FREMONT, CA: Fujitsu Laboratories, one of the premier research centers globally, has revealed the successful development of a new general-purpose AI model for estimating concentration levels that can accurately measure and quantify a person's level of concentration when performing different activities. The model does this by identifying small variations in muscle movements that reveal whether or not a person is concentrating.
Models that use AI to measure attention have traditionally been developed by teaching algorithms to understand the movements and actions of people doing particular activities, such as e-learning. However, since facial expressions and actions vary based on each person's tasks and the cultural context, the models developed had to be unique, and the challenge was to build individual AI models for various, particular circumstances.
Fujitsu has developed an AI solution that can recognize universal features that signify concentration or non-concentration without being affected by the subjects' cultural contexts. With the highest precision in the world, the AI uses proprietary technology to detect Action Units (AU), which express the "units" of activity corresponding to each muscle or muscle group of the face based on an anatomically based classification scheme. Changes over a few seconds, such as a tense mouth, and long-term changes over tens of seconds, such as staring intently, are captured by the technology, with time intervals tailored for each action unit.

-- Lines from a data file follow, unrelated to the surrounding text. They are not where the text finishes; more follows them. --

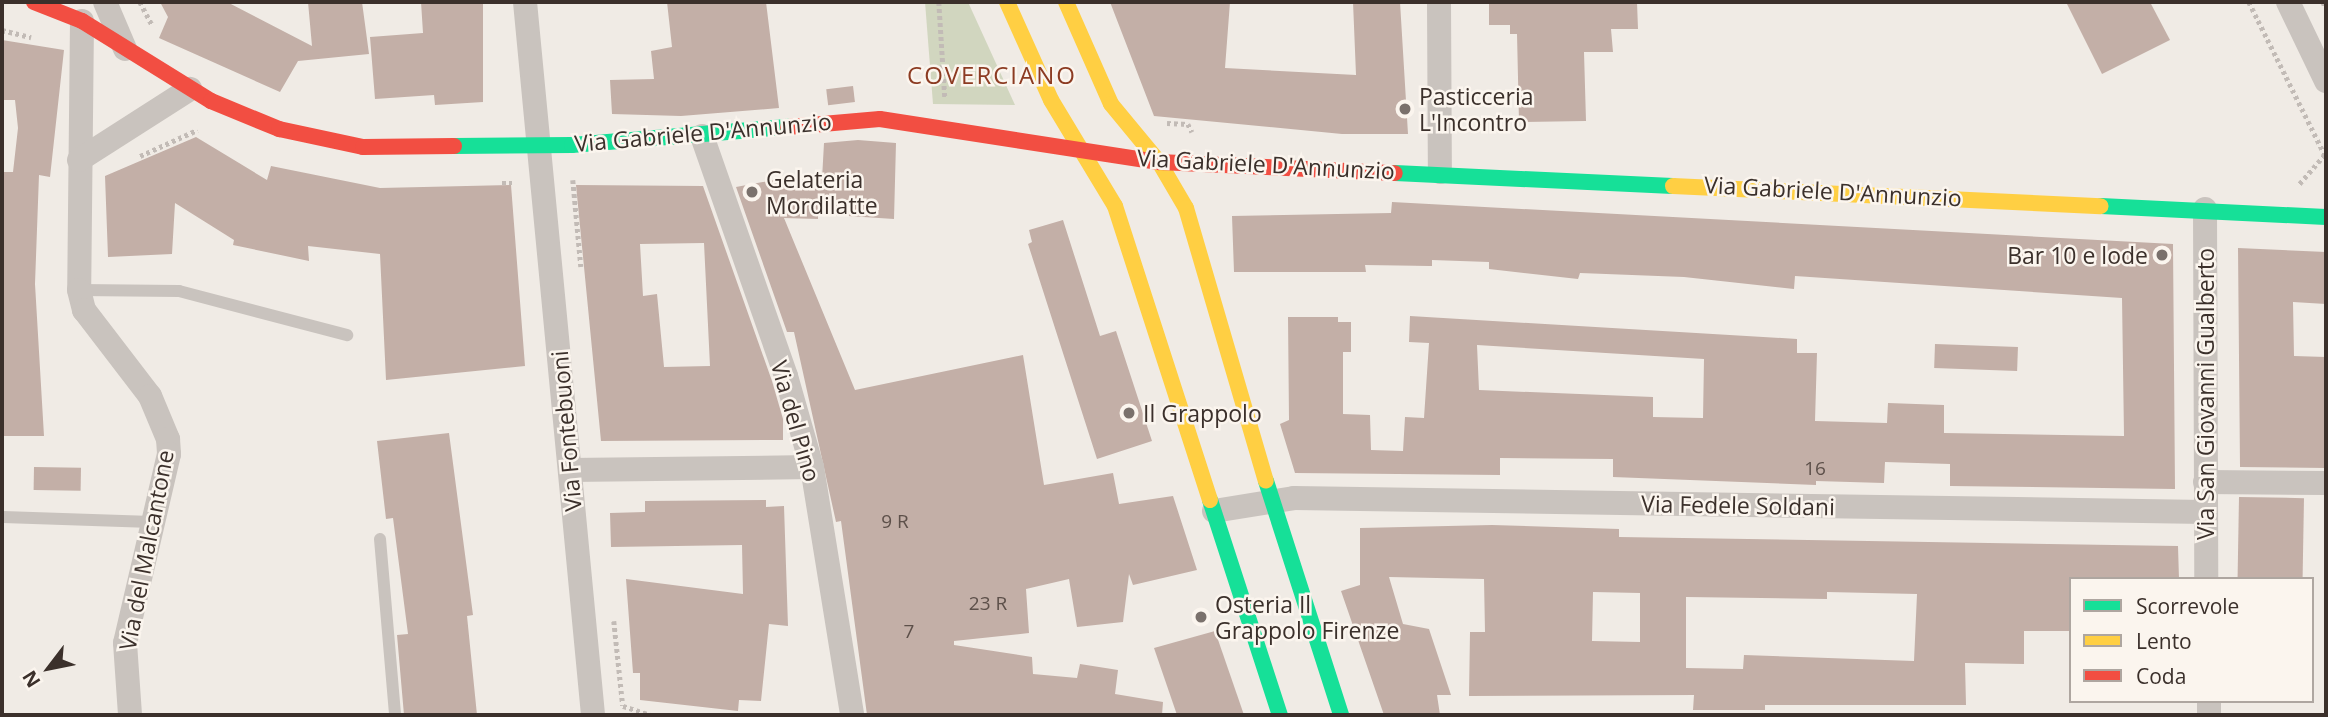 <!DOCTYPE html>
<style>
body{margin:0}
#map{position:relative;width:2328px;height:717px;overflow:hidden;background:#f0ebe5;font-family:"Open Sans",sans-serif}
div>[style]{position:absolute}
.green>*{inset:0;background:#d1d6bf}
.building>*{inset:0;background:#c3afa7;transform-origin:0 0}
.path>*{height:4.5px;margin-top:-2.25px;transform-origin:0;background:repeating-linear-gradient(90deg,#c2bbb6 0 3.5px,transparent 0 7px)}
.lane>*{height:12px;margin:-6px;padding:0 6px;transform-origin:6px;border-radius:6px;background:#c9c3be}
.street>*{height:24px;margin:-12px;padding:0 12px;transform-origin:12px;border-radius:12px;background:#c9c3be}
.fast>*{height:16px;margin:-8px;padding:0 8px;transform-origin:8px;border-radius:8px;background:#16e098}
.slow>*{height:16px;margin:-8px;padding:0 8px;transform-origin:8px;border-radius:8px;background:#ffcf43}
.jam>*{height:16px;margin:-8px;padding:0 8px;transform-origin:8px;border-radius:8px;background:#f24e42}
.dots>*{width:19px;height:19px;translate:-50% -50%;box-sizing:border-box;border:4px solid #fbf5ee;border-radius:50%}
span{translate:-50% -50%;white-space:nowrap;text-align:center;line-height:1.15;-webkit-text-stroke:5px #fbf5ee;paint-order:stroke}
.number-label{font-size:19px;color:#5d504a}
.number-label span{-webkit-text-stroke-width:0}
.poi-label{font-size:23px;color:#3b302b}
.left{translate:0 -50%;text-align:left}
.right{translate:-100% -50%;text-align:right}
.street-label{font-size:23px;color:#3b302b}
.neighbourhood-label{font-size:24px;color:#8c3b22;letter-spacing:2px}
.frame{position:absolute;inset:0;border:4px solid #3b302b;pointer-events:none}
.legend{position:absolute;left:2069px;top:577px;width:245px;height:126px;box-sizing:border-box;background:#fbf5ee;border:2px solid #aea6a0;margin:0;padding:9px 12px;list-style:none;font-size:21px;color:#3b302b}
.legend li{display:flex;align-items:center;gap:14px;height:35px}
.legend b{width:35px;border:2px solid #aea6a0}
.north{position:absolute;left:14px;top:633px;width:70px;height:70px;-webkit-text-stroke:5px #fbf5ee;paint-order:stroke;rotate:238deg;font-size:19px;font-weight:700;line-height:28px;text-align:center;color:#3b302b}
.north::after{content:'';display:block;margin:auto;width:24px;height:32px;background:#3b302b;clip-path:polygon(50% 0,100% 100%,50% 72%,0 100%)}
</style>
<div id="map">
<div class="green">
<div style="clip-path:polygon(925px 2px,968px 2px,1015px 105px,933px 104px)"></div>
</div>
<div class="building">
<div style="clip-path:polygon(160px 2px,227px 2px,312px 46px,308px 2px,362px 2px,369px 54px,298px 61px,280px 92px,159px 38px,168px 17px)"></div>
<div style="clip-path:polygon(421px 2px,483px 2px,483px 102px,435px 105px,434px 95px,375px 99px,370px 37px,423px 33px)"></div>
<div style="clip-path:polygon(667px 2px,766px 2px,779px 108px,681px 116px,612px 114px,610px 80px,654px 79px,651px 51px,672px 47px)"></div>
<div style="clip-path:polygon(1110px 2px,1230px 2px,1225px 68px,1356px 75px,1353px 2px,1400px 2px,1408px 134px,1342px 134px,1154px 116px)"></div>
<div style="clip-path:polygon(1489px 2px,1637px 2px,1638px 29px,1611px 29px,1613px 52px,1584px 52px,1586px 121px,1519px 122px,1517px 34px,1510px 34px,1510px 25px,1489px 25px)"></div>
<div style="clip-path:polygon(2066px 2px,2150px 2px,2170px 40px,2102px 74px)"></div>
<div style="clip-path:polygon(2px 40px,64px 50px,50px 177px,39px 175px,35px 284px,44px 436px,2px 436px,2px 172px,13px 172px,18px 128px,15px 100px,2px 100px)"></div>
<div style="left:853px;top:86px;width:16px;height:27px;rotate:83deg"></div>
<div style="clip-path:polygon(196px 137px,267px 180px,271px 166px,380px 188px,511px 185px,525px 366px,386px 380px,380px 254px,308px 246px,309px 261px,233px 245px,234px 240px,175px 203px,172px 254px,108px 257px,105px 176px)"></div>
<div style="clip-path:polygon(858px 140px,896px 143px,894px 219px,818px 214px,818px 219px,784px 218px,855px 390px,1023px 355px,1044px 485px,1113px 473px,1119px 504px,1173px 496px,1197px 570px,1133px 585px,1129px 574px,1123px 622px,1077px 627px,1069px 579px,1026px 589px,1029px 633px,954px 641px,954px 645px,1032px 657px,1033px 674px,1077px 678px,1080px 664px,1118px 670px,1115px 694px,1163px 702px,1162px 715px,867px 715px,841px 521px,836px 522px,794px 332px,787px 332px,736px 187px,774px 180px,822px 179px,824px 143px)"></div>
<div style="clip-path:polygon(evenodd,576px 185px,703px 186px,772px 381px,783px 419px,783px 440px,601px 441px,576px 185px,704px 243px,710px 366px,664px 367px,657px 294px,643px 296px,640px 244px,704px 243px)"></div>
<div style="clip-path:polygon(evenodd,1392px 202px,2173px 244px,2175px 489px,1950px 486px,1950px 464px,1885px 462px,1884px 483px,1816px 481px,1816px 485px,1613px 477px,1613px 459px,1500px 458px,1500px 475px,1295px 473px,1280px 424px,1289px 420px,1288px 317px,1338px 317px,1338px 322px,1351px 322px,1351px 352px,1343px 352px,1343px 414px,1370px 415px,1371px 450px,1403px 451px,1405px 417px,1424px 418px,1429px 343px,1409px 342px,1410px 316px,1797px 339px,1797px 353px,1817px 353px,1815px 421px,1887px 423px,1888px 403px,1944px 405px,1944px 433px,2124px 436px,2122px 298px,1795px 276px,1794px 289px,1684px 277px,1580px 273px,1578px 279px,1489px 269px,1489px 262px,1432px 260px,1432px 266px,1365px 265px,1366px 272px,1234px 272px,1232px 216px,1391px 213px,1392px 202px,1477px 345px,1704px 359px,1703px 418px,1653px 417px,1653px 397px,1479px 390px,1477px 345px)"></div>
<div style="clip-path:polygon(1063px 220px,1100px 336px,1116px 331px,1152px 441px,1097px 459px,1028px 244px,1032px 242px,1029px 230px)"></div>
<div style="clip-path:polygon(2238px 248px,2326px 252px,2326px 304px,2293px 302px,2294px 356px,2326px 357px,2326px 468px,2240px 467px)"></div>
<div style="left:1935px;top:344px;width:83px;height:24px;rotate:2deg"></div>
<div style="clip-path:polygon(449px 433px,473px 615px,467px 616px,477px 715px,404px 715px,397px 635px,408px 634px,393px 518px,386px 519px,377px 441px)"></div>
<div style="left:34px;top:467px;width:47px;height:23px;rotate:1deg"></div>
<div style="left:2239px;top:497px;width:65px;height:82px;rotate:1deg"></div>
<div style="clip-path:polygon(766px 500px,766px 507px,784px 506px,788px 626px,769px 624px,761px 701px,739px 700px,738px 711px,640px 700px,640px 673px,633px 673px,626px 579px,743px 594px,742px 545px,611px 547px,610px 513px,645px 512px,645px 501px)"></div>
<div style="clip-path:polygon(evenodd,1492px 525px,1619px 529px,1619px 537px,2178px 546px,2179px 579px,2071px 579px,2071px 631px,2024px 631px,2024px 664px,1965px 663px,1966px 705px,1765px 705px,1765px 710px,1693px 710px,1694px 695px,1469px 696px,1470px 632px,1485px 632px,1484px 579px,1389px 577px,1403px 624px,1429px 629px,1451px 695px,1437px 695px,1440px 715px,1384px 715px,1341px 591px,1360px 585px,1360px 528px,1492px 525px,1593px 592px,1640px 593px,1640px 642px,1592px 641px,1593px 592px,1492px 525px,1827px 592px,1917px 594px,1914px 661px,1744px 655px,1743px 669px,1686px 668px,1686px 597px,1827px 599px,1827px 592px)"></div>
<div style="clip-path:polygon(1215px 631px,1244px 715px,1177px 715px,1154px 648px)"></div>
</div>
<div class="path">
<div style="left:140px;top:2px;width:27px;rotate:62deg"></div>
<div style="left:939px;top:2px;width:96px;rotate:86.4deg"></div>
<div style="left:2249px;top:2px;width:171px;rotate:63.6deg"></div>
<div style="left:2325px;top:155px;width:40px;rotate:131deg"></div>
<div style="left:2323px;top:2px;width:7px;rotate:63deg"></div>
<div style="left:2px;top:30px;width:30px;rotate:14deg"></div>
<div style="left:1167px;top:123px;width:21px;rotate:3deg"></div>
<div style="left:1188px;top:124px;width:9px;rotate:63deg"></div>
<div style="left:140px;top:156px;width:63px;rotate:-24.5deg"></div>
<div style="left:573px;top:180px;width:87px;rotate:84.7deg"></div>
<div style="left:502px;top:183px;width:12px"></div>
<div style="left:614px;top:621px;width:85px;rotate:84deg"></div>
<div style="left:623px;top:706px;width:28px;rotate:18deg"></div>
</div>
<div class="lane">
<div style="left:79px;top:290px;width:100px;rotate:0.6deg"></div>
<div style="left:179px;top:291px;width:174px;rotate:14.7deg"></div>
<div style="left:3px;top:517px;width:149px;rotate:1.9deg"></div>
<div style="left:380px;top:539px;width:177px;rotate:85.1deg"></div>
</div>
<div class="street">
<div style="left:105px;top:2px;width:51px;rotate:66.9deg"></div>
<div style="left:525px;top:2px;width:716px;rotate:84.55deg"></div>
<div style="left:1439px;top:2px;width:170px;rotate:89.7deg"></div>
<div style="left:2288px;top:2px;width:88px;rotate:64.3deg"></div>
<div style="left:82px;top:21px;width:269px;rotate:90.6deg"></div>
<div style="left:79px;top:290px;width:21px;rotate:76deg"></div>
<div style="left:84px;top:310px;width:108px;rotate:52.5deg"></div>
<div style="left:150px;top:396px;width:47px;rotate:67.3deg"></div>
<div style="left:168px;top:439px;width:15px;rotate:86deg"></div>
<div style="left:169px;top:454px;width:194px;rotate:103.1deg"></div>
<div style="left:125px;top:643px;width:72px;rotate:86deg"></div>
<div style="left:702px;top:136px;width:254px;rotate:70.7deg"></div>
<div style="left:786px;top:376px;width:95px;rotate:74.1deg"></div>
<div style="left:812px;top:467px;width:251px;rotate:80.8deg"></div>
<div style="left:79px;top:160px;width:132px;rotate:-32.6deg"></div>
<div style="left:2205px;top:209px;width:370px;rotate:89.8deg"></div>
<div style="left:570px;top:470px;width:242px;rotate:-0.7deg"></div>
<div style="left:2205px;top:482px;width:121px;rotate:0.5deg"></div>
<div style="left:1214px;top:511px;width:81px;rotate:-9.2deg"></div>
<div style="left:1294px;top:498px;width:911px;rotate:0.88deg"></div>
<div style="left:2209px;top:701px;width:14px;rotate:90deg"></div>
</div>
<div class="fast">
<div style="left:454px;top:146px;width:118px;rotate:-0.5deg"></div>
<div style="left:572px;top:145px;width:217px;rotate:-4.8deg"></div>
<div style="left:1395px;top:173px;width:278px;rotate:2.7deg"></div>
<div style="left:2101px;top:206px;width:225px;rotate:2.8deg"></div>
<div style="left:1266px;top:481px;width:246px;rotate:72.2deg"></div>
<div style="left:1210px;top:500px;width:226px;rotate:72deg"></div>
</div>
<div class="slow">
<div style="left:1007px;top:2px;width:107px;rotate:65.8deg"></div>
<div style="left:1051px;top:100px;width:124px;rotate:58.9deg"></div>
<div style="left:1115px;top:206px;width:309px;rotate:72.1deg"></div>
<div style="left:1066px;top:2px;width:111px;rotate:66.2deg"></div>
<div style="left:1111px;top:104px;width:75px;rotate:50.4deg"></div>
<div style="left:1159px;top:162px;width:53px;rotate:59.6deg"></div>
<div style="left:1186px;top:208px;width:284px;rotate:73.7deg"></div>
<div style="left:1673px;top:186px;width:428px;rotate:2.7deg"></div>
</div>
<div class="jam">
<div style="left:34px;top:2px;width:52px;rotate:21.6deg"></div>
<div style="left:82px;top:21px;width:152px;rotate:31.8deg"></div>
<div style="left:211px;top:101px;width:74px;rotate:22.4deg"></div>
<div style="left:279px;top:129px;width:86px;rotate:12.1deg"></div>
<div style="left:363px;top:147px;width:91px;rotate:-0.6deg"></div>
<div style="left:788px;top:127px;width:92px;rotate:-5deg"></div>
<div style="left:880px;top:119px;width:282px;rotate:8.8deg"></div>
<div style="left:1159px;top:162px;width:236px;rotate:2.7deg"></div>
</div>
<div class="dots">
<div style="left:1405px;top:109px;background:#7a716c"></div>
<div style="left:752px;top:192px;background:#7a716c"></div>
<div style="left:2162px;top:255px;background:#7a716c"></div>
<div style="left:1129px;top:413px;background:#7a716c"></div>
<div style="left:1201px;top:617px;background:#7a716c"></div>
</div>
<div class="number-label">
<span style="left:1815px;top:469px">16</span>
<span style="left:895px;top:522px">9 R</span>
<span style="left:988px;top:604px">23 R</span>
<span style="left:909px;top:632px">7</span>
</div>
<div class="poi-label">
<span class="left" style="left:1419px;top:109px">Pasticceria<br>L'Incontro</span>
<span class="left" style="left:766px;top:192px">Gelateria<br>Mordilatte</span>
<span class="right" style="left:2148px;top:255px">Bar 10 e lode</span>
<span class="left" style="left:1143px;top:413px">Il Grappolo</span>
<span class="left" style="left:1215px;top:617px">Osteria Il<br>Grappolo Firenze</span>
</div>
<div class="street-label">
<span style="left:703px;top:132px;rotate:-5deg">Via Gabriele D'Annunzio</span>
<span style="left:1266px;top:164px;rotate:3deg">Via Gabriele D'Annunzio</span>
<span style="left:1833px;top:191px;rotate:3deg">Via Gabriele D'Annunzio</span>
<span style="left:2205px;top:394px;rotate:-90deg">Via San Giovanni Gualberto</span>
<span style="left:796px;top:421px;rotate:74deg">Via del Pino</span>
<span style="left:566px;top:431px;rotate:-95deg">Via Fontebuoni</span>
<span style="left:1738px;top:505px;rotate:1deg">Via Fedele Soldani</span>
<span style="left:146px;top:550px;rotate:-79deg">Via del Malcantone</span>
</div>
<div class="neighbourhood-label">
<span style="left:992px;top:75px">COVERCIANO</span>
</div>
<div class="frame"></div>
<ul class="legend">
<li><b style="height:9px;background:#16e098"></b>Scorrevole</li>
<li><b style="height:9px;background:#ffcf43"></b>Lento</li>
<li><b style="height:9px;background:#f24e42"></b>Coda</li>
</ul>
<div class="north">N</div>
</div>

To construct a machine learning data set, data was obtained from 650 people from several regions, including the United States, China, and Japan. They were engaged in tasks such as memorization and searching that required attention. This data was used to develop a general-purpose AI model that can detect concentration levels without relying on task-specific behaviors. Using this data collection, the model's precision was confirmed, and it was confirmed that subjects' degree of concentration could be quantitatively measured with an accuracy rate of over 85 percent. Finally, as more and more facets of life shift online in the face of the COVID-19 pandemic, this technology provides AI assistance that allows users to use reliable data about focus and increase their online activities' quality and effectiveness.